*Description of the task:*
Output every entry verbatim.

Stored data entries
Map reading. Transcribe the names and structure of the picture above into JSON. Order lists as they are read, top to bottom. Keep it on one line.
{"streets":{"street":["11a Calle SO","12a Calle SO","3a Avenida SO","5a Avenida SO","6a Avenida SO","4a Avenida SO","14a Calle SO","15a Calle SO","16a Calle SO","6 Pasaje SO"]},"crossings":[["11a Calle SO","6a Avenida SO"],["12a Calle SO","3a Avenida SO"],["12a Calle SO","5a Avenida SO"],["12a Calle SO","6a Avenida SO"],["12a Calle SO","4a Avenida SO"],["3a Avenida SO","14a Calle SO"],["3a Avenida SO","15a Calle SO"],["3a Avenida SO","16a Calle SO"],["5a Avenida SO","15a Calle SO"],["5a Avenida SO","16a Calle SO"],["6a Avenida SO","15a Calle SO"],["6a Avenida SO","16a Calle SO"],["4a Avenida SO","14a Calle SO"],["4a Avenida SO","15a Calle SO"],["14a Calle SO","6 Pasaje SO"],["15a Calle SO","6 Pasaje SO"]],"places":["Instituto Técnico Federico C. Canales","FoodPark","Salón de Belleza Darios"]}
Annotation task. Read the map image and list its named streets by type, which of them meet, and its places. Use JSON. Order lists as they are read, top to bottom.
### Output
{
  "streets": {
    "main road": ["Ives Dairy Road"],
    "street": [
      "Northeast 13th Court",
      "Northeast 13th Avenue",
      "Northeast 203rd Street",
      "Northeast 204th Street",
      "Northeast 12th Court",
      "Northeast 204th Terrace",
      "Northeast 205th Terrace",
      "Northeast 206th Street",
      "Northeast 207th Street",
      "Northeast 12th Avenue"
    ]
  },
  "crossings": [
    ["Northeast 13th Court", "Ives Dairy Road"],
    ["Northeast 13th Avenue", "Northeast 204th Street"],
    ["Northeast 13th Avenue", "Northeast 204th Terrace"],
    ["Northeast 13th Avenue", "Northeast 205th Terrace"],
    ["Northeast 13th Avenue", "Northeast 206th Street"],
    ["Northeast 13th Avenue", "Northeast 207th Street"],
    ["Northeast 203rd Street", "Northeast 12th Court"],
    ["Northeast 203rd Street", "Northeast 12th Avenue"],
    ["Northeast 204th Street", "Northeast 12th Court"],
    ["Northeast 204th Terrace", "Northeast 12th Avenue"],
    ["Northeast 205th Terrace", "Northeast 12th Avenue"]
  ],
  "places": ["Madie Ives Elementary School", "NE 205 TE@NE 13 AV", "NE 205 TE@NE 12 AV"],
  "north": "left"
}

*Response area:*
Map reading. Transcribe the names and structure of the picture above into JSON. Order lists as they are read, top to bottom. Keep it on one line.
{"streets":{"street":["11a Calle SO","12a Calle SO","3a Avenida SO","5a Avenida SO","6a Avenida SO","4a Avenida SO","14a Calle SO","15a Calle SO","16a Calle SO","6 Pasaje SO"]},"crossings":[["11a Calle SO","6a Avenida SO"],["12a Calle SO","3a Avenida SO"],["12a Calle SO","5a Avenida SO"],["12a Calle SO","6a Avenida SO"],["12a Calle SO","4a Avenida SO"],["3a Avenida SO","14a Calle SO"],["3a Avenida SO","15a Calle SO"],["3a Avenida SO","16a Calle SO"],["5a Avenida SO","15a Calle SO"],["5a Avenida SO","16a Calle SO"],["6a Avenida SO","15a Calle SO"],["6a Avenida SO","16a Calle SO"],["4a Avenida SO","14a Calle SO"],["4a Avenida SO","15a Calle SO"],["14a Calle SO","6 Pasaje SO"],["15a Calle SO","6 Pasaje SO"]],"places":["Instituto Técnico Federico C. Canales","FoodPark","Salón de Belleza Darios"]}
Annotation task. Read the map image and list its named streets by type, which of them meet, and its places. Use JSON. Order lists as they are read, top to bottom.
### Output
{
  "streets": {
    "main road": ["Ives Dairy Road"],
    "street": [
      "Northeast 13th Court",
      "Northeast 13th Avenue",
      "Northeast 203rd Street",
      "Northeast 204th Street",
      "Northeast 12th Court",
      "Northeast 204th Terrace",
      "Northeast 205th Terrace",
      "Northeast 206th Street",
      "Northeast 207th Street",
      "Northeast 12th Avenue"
    ]
  },
  "crossings": [
    ["Northeast 13th Court", "Ives Dairy Road"],
    ["Northeast 13th Avenue", "Northeast 204th Street"],
    ["Northeast 13th Avenue", "Northeast 204th Terrace"],
    ["Northeast 13th Avenue", "Northeast 205th Terrace"],
    ["Northeast 13th Avenue", "Northeast 206th Street"],
    ["Northeast 13th Avenue", "Northeast 207th Street"],
    ["Northeast 203rd Street", "Northeast 12th Court"],
    ["Northeast 203rd Street", "Northeast 12th Avenue"],
    ["Northeast 204th Street", "Northeast 12th Court"],
    ["Northeast 204th Terrace", "Northeast 12th Avenue"],
    ["Northeast 205th Terrace", "Northeast 12th Avenue"]
  ],
  "places": ["Madie Ives Elementary School", "NE 205 TE@NE 13 AV", "NE 205 TE@NE 12 AV"],
  "north": "left"
}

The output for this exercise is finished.